WHAT IS REQUIRED - In the entries below, work out how many lines include "hidden", and write only that number.

(Collected data entries)
□ □ □
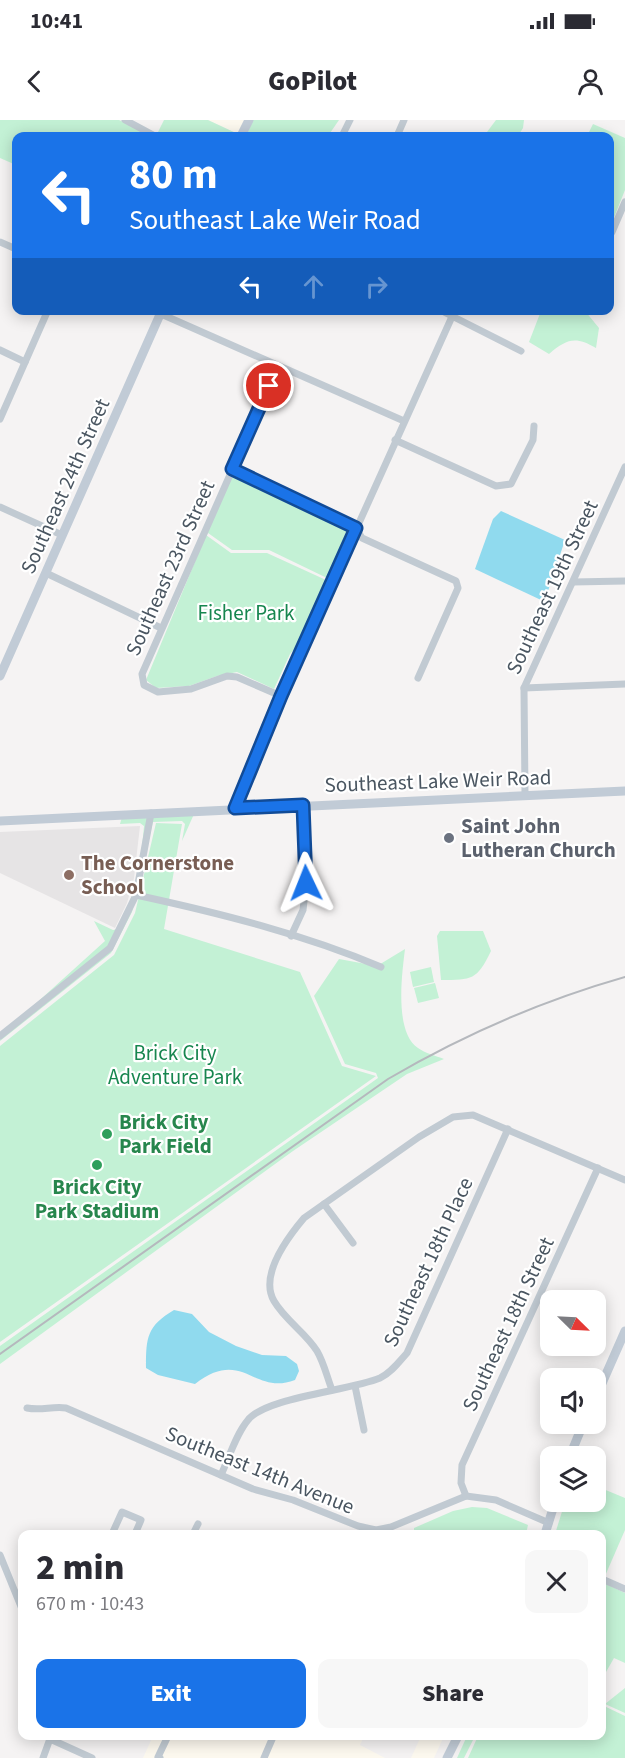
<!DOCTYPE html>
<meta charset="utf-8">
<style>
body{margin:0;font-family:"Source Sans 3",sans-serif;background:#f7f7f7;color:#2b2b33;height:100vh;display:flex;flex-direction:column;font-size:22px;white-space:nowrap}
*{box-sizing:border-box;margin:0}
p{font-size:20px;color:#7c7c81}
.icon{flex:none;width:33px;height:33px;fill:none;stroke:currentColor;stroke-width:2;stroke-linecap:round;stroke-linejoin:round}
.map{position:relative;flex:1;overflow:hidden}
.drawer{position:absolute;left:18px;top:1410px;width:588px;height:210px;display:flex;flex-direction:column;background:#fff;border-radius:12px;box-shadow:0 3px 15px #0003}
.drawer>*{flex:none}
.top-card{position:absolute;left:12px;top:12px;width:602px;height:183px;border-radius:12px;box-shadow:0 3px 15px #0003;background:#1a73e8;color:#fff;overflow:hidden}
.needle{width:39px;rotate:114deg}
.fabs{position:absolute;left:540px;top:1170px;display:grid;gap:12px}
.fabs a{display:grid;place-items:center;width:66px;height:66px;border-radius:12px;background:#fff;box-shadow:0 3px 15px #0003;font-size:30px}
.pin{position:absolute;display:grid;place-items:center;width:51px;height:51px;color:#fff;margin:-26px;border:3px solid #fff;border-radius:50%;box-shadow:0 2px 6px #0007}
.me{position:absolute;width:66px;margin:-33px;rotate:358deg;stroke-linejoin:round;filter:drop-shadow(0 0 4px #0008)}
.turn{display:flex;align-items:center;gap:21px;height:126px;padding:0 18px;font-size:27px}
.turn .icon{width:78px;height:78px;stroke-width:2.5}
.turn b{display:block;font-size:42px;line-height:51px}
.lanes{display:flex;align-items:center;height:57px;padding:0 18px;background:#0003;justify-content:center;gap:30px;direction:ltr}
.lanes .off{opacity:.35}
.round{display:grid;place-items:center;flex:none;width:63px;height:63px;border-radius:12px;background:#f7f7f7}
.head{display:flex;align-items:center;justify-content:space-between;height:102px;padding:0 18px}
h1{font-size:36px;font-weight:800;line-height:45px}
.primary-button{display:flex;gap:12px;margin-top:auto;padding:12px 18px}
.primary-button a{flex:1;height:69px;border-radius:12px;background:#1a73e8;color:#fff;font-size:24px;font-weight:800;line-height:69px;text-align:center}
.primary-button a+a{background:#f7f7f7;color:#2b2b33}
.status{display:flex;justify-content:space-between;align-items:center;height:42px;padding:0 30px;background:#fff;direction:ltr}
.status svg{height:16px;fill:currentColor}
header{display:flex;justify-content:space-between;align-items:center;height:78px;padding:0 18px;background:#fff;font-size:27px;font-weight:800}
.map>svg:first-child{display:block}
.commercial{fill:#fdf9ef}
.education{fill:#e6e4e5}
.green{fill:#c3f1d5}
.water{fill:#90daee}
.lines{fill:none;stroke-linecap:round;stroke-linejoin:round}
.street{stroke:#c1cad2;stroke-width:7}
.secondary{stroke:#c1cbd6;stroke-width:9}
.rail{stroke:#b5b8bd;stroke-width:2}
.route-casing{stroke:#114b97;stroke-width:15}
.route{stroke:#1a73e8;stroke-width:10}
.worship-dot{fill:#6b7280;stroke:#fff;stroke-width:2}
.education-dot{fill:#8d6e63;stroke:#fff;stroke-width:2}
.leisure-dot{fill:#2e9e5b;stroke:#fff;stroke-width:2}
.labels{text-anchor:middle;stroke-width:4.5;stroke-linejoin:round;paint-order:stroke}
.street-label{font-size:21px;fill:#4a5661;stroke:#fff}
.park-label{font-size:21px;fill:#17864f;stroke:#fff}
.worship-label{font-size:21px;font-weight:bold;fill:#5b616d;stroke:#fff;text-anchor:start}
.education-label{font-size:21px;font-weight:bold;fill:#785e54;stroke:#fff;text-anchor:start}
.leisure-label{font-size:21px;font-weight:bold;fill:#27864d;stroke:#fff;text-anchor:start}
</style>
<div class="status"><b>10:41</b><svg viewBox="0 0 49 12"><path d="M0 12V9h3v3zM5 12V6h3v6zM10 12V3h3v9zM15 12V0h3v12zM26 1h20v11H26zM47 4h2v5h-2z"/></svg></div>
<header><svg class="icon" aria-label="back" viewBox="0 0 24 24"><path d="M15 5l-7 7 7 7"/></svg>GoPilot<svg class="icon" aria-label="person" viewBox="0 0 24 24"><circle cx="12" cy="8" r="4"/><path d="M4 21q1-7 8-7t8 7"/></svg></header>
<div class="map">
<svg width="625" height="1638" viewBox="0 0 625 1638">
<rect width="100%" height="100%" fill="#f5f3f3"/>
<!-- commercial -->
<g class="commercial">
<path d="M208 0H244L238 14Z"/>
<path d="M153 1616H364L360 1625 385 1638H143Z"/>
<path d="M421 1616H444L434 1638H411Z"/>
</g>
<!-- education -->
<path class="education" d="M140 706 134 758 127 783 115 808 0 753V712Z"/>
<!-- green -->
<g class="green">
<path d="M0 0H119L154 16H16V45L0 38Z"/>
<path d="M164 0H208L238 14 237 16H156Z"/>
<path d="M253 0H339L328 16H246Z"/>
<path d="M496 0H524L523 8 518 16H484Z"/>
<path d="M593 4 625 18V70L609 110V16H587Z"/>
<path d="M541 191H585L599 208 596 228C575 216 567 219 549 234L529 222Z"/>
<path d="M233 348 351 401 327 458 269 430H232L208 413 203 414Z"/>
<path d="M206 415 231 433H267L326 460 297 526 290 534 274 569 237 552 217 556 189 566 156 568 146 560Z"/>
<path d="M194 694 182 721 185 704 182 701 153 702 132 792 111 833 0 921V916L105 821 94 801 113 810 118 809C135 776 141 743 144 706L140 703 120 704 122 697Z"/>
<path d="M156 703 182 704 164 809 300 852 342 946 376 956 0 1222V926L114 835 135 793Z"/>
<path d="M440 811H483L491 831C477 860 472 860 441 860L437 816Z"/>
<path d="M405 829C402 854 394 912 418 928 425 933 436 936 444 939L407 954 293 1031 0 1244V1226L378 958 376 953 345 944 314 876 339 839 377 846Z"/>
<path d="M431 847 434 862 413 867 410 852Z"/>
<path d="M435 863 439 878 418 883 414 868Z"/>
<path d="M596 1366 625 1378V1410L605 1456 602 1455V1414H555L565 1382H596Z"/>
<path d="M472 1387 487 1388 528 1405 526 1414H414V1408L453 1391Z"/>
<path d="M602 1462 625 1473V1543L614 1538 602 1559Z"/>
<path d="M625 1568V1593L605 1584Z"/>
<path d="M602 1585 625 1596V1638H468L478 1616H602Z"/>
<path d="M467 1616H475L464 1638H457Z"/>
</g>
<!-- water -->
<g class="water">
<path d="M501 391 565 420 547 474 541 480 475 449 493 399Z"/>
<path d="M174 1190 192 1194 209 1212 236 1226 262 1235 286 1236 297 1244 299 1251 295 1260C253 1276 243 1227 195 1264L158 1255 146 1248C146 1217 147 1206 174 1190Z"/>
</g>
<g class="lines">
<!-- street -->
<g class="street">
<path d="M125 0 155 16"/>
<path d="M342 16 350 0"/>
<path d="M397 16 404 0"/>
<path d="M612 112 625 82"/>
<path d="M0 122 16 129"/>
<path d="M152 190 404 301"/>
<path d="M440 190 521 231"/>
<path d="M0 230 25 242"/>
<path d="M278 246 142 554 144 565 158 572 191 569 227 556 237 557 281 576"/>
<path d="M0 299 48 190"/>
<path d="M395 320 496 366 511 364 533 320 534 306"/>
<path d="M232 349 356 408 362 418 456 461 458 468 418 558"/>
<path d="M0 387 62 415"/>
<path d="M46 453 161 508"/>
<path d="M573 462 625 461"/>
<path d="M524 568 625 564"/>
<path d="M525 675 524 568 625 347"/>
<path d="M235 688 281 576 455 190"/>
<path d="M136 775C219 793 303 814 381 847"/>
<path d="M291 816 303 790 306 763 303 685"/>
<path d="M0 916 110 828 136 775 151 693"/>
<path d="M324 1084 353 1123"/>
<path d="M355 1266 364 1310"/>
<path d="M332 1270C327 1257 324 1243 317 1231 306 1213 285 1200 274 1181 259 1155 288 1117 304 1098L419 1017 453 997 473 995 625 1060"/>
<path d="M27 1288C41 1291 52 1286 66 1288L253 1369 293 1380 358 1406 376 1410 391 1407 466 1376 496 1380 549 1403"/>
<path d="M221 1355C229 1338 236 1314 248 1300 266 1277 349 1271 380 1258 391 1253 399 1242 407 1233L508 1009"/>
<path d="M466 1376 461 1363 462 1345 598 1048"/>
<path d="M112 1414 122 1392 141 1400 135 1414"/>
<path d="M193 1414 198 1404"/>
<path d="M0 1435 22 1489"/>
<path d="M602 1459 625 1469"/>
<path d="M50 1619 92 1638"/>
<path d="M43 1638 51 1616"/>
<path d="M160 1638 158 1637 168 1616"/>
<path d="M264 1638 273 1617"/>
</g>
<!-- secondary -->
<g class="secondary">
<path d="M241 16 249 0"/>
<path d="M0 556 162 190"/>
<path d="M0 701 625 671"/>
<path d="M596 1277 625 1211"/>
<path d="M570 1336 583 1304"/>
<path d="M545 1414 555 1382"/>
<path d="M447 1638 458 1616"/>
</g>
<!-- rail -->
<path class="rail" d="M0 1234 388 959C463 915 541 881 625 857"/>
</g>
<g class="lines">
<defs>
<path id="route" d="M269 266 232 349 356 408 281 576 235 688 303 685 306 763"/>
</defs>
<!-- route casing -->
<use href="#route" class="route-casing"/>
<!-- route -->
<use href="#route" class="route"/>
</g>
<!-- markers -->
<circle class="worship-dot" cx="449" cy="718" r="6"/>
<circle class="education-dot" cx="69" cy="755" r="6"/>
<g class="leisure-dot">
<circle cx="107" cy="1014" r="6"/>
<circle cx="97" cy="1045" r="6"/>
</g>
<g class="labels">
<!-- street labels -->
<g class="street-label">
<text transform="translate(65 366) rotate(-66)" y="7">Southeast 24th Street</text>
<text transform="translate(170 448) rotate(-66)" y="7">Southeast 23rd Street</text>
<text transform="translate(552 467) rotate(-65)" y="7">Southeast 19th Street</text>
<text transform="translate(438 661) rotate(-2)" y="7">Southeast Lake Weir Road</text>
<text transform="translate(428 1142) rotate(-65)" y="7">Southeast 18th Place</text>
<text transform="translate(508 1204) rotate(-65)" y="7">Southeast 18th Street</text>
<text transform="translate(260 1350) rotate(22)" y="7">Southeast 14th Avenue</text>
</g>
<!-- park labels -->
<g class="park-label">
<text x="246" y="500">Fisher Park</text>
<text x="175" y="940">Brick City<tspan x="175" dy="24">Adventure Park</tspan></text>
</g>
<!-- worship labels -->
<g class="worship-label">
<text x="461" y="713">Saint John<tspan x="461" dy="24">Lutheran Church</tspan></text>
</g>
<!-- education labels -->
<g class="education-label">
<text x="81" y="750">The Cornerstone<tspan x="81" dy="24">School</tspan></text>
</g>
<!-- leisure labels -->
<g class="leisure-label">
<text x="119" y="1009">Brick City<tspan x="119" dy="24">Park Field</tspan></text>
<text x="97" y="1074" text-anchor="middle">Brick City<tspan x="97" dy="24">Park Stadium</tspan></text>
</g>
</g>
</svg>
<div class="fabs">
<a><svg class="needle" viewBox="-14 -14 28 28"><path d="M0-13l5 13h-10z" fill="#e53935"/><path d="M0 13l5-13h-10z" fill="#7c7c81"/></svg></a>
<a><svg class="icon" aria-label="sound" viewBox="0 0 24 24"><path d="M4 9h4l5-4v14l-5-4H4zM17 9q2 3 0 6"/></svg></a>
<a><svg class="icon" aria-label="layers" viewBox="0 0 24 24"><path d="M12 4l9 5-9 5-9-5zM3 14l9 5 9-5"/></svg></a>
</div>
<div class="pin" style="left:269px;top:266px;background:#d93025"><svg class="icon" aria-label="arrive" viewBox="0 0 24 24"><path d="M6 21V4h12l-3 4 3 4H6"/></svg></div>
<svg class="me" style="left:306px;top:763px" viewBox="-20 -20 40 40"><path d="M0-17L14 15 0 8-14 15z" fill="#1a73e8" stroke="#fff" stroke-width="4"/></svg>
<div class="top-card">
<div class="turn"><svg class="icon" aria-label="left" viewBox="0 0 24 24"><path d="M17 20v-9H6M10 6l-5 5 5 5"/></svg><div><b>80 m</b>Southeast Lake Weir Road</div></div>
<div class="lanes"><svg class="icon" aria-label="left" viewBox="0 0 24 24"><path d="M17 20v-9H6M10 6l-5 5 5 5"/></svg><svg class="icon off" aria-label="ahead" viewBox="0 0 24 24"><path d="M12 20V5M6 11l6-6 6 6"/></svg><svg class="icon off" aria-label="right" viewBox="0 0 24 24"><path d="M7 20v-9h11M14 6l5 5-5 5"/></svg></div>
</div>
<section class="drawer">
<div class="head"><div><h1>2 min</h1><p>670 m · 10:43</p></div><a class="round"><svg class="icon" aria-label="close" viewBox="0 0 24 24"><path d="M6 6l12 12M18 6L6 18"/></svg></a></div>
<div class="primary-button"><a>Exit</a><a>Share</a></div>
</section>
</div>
□ □ □
SOLVED PROBLEM - 2